----- RECORDS FOR THIS TASK
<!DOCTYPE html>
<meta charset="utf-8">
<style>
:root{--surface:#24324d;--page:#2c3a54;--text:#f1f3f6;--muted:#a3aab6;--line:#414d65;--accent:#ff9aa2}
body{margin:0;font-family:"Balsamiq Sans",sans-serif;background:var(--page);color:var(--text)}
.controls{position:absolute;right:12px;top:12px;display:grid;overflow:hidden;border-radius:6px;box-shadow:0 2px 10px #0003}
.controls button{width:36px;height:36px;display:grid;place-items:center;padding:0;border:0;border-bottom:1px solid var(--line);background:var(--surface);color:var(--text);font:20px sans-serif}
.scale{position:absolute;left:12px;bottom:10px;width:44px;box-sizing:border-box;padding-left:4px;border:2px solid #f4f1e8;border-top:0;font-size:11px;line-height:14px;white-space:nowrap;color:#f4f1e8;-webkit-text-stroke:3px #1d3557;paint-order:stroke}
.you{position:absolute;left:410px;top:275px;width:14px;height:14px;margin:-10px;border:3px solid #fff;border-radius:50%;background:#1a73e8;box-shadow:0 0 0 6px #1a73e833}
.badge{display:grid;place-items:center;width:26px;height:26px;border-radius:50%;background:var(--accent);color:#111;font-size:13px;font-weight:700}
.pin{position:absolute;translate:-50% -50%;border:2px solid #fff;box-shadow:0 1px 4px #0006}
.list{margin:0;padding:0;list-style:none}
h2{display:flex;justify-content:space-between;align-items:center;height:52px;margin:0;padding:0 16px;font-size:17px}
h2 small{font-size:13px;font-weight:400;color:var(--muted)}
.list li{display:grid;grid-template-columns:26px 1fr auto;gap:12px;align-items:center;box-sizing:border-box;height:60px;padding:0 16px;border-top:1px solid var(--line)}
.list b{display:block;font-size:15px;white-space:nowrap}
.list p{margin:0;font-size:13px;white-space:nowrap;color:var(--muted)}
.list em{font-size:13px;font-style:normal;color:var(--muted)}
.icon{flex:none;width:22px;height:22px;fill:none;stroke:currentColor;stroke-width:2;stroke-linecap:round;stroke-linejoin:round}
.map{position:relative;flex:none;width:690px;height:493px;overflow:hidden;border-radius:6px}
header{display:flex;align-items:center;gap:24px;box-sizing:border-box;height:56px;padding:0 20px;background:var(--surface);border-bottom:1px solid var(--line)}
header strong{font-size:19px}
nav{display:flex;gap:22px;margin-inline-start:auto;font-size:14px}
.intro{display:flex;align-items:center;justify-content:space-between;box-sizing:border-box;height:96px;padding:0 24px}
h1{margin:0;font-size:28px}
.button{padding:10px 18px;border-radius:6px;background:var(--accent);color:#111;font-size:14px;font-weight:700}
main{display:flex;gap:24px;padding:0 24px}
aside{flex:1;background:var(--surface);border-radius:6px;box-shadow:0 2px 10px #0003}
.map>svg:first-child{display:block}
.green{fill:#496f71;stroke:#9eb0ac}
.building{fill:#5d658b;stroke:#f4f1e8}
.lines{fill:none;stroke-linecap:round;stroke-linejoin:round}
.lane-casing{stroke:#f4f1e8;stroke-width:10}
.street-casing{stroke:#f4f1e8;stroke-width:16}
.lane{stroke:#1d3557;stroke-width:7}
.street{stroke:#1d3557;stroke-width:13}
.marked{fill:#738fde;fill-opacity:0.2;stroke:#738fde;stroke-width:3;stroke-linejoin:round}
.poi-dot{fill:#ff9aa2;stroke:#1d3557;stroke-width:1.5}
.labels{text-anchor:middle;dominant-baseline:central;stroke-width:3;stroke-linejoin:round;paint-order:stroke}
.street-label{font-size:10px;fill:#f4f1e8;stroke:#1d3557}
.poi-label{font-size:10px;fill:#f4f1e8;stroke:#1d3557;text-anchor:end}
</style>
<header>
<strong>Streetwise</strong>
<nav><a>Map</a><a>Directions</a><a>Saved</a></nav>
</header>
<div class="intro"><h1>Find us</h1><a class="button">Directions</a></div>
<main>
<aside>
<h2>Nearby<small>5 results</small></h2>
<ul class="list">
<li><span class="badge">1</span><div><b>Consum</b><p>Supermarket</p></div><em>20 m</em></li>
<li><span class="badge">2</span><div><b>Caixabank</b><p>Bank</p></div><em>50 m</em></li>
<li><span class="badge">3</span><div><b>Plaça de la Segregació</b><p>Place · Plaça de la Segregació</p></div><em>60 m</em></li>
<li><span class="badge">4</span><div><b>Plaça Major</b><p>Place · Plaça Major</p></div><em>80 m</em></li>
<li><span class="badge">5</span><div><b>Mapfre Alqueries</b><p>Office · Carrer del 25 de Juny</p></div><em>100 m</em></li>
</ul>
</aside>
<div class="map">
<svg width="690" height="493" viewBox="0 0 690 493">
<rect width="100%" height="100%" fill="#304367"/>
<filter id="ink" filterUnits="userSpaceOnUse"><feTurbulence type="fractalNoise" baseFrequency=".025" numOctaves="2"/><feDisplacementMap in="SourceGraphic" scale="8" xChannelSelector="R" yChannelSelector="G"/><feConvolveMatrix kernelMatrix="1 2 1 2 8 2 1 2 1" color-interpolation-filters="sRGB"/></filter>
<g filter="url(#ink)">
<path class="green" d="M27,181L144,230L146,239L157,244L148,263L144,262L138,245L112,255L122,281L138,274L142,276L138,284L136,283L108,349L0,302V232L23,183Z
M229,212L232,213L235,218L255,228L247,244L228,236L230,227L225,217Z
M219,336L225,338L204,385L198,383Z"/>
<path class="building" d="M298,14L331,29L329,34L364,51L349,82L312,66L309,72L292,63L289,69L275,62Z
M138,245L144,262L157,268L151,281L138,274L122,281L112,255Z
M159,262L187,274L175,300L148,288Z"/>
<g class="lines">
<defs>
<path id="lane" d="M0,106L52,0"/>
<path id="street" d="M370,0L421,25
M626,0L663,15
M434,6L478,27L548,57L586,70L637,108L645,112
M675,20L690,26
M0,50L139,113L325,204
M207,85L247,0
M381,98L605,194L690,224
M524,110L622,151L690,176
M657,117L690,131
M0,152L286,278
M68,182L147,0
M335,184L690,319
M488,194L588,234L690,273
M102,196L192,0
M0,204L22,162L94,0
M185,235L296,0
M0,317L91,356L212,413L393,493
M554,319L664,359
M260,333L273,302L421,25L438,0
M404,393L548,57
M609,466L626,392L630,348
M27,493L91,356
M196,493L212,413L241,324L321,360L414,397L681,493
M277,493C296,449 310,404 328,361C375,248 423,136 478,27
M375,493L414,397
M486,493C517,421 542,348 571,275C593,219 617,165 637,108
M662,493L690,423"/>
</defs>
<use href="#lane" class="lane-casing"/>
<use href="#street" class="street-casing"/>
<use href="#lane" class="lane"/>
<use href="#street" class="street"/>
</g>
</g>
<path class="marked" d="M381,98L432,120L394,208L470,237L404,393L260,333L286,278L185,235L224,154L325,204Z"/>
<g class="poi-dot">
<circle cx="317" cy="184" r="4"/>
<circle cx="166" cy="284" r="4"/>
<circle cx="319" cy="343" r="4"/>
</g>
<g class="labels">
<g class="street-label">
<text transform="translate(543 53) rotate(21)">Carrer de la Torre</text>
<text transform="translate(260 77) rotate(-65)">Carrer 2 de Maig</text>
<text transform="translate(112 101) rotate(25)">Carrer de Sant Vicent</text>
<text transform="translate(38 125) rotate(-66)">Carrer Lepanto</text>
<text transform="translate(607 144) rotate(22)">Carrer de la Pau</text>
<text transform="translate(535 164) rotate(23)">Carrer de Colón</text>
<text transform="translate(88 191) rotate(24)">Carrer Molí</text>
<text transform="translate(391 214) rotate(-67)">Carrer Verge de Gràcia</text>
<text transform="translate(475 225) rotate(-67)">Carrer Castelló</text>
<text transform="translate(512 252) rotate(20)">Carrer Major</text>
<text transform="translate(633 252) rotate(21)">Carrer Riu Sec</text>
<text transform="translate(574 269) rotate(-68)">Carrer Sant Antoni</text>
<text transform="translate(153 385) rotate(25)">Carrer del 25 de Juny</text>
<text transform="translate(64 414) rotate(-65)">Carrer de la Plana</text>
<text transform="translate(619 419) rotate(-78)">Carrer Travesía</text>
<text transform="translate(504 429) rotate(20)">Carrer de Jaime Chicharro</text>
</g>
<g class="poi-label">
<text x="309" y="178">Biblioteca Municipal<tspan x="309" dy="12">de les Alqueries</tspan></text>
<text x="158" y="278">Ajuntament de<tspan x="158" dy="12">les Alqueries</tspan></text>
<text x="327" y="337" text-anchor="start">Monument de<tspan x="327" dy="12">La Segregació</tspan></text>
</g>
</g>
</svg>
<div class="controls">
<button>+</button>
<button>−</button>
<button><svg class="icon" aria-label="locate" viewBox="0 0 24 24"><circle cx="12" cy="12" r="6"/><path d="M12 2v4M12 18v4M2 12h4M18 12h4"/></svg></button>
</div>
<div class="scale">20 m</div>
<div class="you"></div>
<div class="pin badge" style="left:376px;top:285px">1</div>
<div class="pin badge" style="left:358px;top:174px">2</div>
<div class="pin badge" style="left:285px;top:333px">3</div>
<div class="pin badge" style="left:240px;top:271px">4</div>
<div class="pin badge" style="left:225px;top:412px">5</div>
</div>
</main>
----------
• ACTIVITY: The expected answer is a copy of every line in the entries that holds the word "sizing".

• EXERCISE ANSWER:
.scale{position:absolute;left:12px;bottom:10px;width:44px;box-sizing:border-box;padding-left:4px;border:2px solid #f4f1e8;border-top:0;font-size:11px;line-height:14px;white-space:nowrap;color:#f4f1e8;-webkit-text-stroke:3px #1d3557;paint-order:stroke}
.list li{display:grid;grid-template-columns:26px 1fr auto;gap:12px;align-items:center;box-sizing:border-box;height:60px;padding:0 16px;border-top:1px solid var(--line)}
header{display:flex;align-items:center;gap:24px;box-sizing:border-box;height:56px;padding:0 20px;background:var(--surface);border-bottom:1px solid var(--line)}
.intro{display:flex;align-items:center;justify-content:space-between;box-sizing:border-box;height:96px;padding:0 24px}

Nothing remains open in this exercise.